Students will start today's lesson with a fluency assessment. This assessment is from Monitoring Basic Skills Progress Second Edition: Basic Math Computation by Lynn S. Fuchs, Carol L. Hamlett, and Douglas Fuchs.
This is an assessment I have my students do each week and then graph their results. It allows them to reflect on their learning of basic math facts, as well as using all four operations with whole numbers, and adding and subtracting unit fractions. (It also happens to be the quietest time in my math classroom all week!!)
This is what my classroom looks like as students work on this assessment.
Click hereto see an example of a typical fourth grade fluency decrease since students are completing the fourth grade fluency set that incorporates division, multiplication, addition, subtraction, and adding and subtracting fractions with like denominators. (At this point, students have not had many fraction lessons, thus very very students are able to complete the fraction problems)
I do not start my students with the fourth grade skills, but at this point in the year, all students are using the fourth grade set.. I chose to start them with the end of the third grade skills which covers addition, subtraction and multiplication and division of basic facts. I strongly believe in a balanced math approach, which is one reason why I also believe in common core standards. By having a balance of building conceptual understanding, application of problems, and computational fluency, students can experience rigorous mathematics. I want to make clear that this assessment ONLY measures basic math computation. It is only one piece of students' knowledge. The assessments in this book, for each grade level, do not change in difficulty over the course of the year. Therefore, a student's increase in score over the school year truly reflects improvement in the student's ability to work the math problems at that grade level.
Students continue solving problems today just as in yesterdays lesson using the 3 ÷ 1 worksheet. This is day 2 of a three day problem solving activity. Students continue using the Think Aloud Partner Problem Solving approach and talk through problems with their partner in order to solve all the problems on the page.
A major focus of the Standards for Mathematical Practice is on using problem solving to reinforce important concepts and skills to demonstrate mathematical understanding. In Improving Mathematical Problem Solving in Grades 4 Through 8, published in May 2012 under the aegis of the What Works Clearinghouse (NCEE 2012-4055, U.S. Department of Education, available online from the Institute of Education Sciences) reported and made some recommendations about problem solving in mathematics. This report provides educators with specific recommendations that address improving mathematical problem solving. The first recommendation was to Prepare problems and use them in whole-class instruction.

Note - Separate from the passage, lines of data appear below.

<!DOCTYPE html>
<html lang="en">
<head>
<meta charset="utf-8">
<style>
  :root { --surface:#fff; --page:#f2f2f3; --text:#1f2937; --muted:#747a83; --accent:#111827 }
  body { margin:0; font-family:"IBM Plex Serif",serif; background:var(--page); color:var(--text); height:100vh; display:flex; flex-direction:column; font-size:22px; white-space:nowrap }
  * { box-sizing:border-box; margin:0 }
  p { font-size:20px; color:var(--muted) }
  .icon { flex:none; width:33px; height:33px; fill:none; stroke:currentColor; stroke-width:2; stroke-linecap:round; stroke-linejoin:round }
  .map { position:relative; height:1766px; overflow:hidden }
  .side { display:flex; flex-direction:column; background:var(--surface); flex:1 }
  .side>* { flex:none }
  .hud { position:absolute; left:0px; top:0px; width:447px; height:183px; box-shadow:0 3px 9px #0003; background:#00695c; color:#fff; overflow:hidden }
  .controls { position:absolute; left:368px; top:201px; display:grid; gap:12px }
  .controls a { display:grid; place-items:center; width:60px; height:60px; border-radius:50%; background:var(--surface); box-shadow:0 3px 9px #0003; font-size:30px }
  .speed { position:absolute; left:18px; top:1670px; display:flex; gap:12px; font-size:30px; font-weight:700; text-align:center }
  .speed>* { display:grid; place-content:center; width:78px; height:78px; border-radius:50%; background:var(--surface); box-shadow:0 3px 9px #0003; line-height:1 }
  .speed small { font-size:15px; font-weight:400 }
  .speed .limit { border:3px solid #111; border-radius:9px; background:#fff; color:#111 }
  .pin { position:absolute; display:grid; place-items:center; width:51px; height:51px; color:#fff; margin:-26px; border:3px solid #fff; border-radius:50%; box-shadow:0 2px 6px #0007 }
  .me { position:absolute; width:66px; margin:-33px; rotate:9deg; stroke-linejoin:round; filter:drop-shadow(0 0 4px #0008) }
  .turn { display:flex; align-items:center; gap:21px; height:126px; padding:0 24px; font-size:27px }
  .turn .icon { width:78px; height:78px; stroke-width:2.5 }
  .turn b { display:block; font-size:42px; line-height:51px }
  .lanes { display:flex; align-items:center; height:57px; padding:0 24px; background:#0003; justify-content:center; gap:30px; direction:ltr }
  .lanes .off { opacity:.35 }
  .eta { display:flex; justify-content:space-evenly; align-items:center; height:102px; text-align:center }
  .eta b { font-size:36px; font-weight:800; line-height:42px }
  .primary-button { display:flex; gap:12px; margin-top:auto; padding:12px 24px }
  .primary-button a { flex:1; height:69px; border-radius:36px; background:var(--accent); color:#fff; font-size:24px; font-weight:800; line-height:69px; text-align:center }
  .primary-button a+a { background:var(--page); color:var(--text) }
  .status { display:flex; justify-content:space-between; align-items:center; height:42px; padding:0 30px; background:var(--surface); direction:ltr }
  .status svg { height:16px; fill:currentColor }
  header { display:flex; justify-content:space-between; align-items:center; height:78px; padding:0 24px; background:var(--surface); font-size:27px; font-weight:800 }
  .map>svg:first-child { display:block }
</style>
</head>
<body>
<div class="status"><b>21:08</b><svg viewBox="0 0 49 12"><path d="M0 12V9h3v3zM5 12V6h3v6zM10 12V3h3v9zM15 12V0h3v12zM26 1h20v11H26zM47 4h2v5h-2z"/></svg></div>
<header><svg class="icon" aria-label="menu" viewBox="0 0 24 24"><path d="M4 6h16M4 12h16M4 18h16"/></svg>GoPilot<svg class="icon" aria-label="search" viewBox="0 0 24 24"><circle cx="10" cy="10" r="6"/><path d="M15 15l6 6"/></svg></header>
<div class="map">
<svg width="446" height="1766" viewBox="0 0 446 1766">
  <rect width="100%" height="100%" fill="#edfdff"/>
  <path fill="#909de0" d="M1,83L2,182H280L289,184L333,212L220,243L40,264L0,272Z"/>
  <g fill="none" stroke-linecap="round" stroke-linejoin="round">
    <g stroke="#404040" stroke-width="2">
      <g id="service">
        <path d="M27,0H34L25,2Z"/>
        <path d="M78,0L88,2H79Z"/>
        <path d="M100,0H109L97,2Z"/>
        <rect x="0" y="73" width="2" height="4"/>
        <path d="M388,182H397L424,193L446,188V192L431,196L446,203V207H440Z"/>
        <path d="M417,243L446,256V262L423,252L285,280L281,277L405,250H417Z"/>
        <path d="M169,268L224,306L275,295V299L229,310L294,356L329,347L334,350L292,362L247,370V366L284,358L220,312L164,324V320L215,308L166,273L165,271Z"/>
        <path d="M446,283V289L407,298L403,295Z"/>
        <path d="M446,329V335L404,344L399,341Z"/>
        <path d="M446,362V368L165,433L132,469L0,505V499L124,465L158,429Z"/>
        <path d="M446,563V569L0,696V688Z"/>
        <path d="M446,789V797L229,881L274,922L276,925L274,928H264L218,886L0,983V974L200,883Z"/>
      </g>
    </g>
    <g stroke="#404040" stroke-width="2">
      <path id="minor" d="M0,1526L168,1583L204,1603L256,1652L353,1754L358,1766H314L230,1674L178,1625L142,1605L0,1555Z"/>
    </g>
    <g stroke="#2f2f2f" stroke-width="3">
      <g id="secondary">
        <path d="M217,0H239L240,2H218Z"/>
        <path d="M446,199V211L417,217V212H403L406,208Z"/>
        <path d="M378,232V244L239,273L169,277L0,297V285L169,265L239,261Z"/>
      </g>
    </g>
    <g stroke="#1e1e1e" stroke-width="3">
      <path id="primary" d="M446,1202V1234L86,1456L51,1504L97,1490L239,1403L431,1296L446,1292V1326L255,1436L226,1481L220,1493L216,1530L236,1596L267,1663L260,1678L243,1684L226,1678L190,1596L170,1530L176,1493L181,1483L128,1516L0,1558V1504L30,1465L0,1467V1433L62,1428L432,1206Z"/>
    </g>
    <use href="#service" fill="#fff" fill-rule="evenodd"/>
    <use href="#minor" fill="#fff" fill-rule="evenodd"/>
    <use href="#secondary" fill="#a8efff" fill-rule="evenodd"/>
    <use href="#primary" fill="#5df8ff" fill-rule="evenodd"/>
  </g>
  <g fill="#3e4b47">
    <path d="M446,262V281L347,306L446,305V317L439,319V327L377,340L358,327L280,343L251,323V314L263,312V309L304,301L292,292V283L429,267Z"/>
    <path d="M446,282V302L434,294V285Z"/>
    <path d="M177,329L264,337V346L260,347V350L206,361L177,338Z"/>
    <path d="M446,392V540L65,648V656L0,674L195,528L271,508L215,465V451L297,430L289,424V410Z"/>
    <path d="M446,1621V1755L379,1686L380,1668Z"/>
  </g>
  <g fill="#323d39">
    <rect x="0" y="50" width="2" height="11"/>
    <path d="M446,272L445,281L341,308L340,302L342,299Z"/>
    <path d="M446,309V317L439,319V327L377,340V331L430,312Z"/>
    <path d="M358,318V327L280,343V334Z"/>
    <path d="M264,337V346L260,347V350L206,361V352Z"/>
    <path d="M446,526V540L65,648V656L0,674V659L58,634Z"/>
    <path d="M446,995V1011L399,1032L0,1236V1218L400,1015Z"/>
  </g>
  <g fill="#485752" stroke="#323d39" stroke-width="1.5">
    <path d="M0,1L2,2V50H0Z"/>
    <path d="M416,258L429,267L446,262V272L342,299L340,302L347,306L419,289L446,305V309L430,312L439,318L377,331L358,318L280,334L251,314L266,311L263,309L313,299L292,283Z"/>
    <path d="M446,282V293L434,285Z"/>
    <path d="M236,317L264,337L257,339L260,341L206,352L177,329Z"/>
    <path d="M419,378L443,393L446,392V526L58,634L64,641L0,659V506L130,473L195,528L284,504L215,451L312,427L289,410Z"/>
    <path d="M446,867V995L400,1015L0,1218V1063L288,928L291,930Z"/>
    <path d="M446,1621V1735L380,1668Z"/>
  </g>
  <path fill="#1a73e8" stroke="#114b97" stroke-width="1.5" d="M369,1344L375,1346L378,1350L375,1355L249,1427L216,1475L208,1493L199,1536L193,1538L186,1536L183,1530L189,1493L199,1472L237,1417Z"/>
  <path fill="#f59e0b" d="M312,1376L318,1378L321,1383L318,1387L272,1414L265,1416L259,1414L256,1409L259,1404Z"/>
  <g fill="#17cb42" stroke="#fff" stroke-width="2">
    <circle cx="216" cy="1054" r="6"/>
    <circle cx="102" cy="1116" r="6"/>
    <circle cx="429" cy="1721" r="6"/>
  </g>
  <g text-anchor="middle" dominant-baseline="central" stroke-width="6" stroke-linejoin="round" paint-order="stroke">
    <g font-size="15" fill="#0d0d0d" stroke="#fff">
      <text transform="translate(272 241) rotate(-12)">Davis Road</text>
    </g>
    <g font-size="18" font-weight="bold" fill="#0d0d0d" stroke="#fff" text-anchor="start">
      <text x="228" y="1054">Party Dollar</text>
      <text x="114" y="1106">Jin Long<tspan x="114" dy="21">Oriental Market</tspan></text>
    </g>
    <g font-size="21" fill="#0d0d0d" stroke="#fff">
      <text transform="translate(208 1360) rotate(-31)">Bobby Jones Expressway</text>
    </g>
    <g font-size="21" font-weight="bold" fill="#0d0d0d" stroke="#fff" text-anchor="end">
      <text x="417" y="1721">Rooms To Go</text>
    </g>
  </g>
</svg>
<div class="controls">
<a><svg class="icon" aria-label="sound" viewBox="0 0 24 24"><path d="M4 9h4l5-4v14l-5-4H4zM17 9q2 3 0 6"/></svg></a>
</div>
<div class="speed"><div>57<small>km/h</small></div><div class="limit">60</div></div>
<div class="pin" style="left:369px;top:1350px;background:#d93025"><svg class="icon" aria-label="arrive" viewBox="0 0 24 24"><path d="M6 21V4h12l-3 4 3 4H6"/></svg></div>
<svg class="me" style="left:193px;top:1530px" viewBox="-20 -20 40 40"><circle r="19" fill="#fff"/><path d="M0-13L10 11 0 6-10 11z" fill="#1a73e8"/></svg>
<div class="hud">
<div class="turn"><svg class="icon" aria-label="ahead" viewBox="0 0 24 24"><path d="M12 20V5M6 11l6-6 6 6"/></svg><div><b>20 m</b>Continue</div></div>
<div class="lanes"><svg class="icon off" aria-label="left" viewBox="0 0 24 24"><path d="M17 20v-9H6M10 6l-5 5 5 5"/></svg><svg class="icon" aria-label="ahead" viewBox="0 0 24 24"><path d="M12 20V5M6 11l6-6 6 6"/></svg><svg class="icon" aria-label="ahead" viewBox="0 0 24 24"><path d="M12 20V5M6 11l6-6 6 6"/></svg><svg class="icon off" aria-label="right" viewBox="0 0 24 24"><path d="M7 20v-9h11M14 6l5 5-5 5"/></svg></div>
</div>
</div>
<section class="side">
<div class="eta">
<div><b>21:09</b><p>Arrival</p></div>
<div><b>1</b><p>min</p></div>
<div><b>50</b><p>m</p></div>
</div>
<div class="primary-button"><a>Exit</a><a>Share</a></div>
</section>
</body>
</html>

Students utilize Math Practice Standard 1 and 3 in this lesson along with content standard 4.NBT.6. CCSS MP1 states mathematically proficient students start by explaining to themselves the meaning of a problem and looking for entry points to its solution. They analyze givens, constraints, relationships, and goals. They make conjectures about the form and meaning of the solution and plan a solution pathway rather than simply jumping into a solution attempt. They consider analogous problems, and try special cases and simpler forms of the original problem in order to gain insight into its solution. They monitor and evaluate their progress and change course if necessary. Mathematically proficient students check their answers to problems using a different method, and they continually ask themselves, “Does this make sense?” They can understand the approaches of others to solving complex problems and identify correspondences between different approaches.
One of the strengths in this lesson is directly related to the above bold text. The think aloud partner problem solving (TAPPS) instructional strategy allows and encourages students to share their thinking with peers and allows peers to help or guide checking work and reasonableness of answers. Student partners can continually check each other's work and ask each other if their answer makes sense. Often times, one student's strategy or method differs from their partners which creates an opportunity to see and hear other approaches and build students' abilities to think flexibly.
The goal for today's lesson is for partners to work on the problems presented on the problem set worksheet. I know that students will not finish this worksheet in the time allotted, but I encourage them to work wisely and efficiently so they are able to finish in tomorrow's lesson. As students work, I am constantly moving around the classroom to observe students thinking. As much as I can, I resist the urge to re-direct students thinking until I am certain they have talked with their learning partner about the problem. By doing this, students partners often help correct misunderstandings and errors.
In this video you can hear two students talking and thinking through a problem utilizing the TAPPS strategy.
This pair of students are thinking about a problem and trying to figure out what they will do with a remainder. They have some incorrect calculations happening. Listen and watch my questioning process as I help guide their thinking.
This is a sample student work paper for a partnership that finished all problems. Many students are very close to finishing.
You can see that this student had quite a few comments and a few questions. This student also listed all of the problem answers on the left hand side of the comments.
Students worked right up to the end of the class period. I collected their work and problem so they may finish tomorrow.